PROVIDED DATA -
- - -

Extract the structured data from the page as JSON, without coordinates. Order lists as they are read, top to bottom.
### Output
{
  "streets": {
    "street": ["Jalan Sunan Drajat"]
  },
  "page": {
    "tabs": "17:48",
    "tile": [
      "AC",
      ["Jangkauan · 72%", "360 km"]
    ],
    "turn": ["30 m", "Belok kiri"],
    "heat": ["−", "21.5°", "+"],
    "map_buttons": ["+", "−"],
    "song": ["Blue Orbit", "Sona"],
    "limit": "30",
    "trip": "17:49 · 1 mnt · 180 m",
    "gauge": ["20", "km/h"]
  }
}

- - -

THE TASK -
The full material above needs to be returned unaltered.

WRITTEN ANSWER -
Extract the structured data from the page as JSON, without coordinates. Order lists as they are read, top to bottom.
### Output
{
  "streets": {
    "street": ["Jalan Sunan Drajat"]
  },
  "page": {
    "tabs": "17:48",
    "tile": [
      "AC",
      ["Jangkauan · 72%", "360 km"]
    ],
    "turn": ["30 m", "Belok kiri"],
    "heat": ["−", "21.5°", "+"],
    "map_buttons": ["+", "−"],
    "song": ["Blue Orbit", "Sona"],
    "limit": "30",
    "trip": "17:49 · 1 mnt · 180 m",
    "gauge": ["20", "km/h"]
  }
}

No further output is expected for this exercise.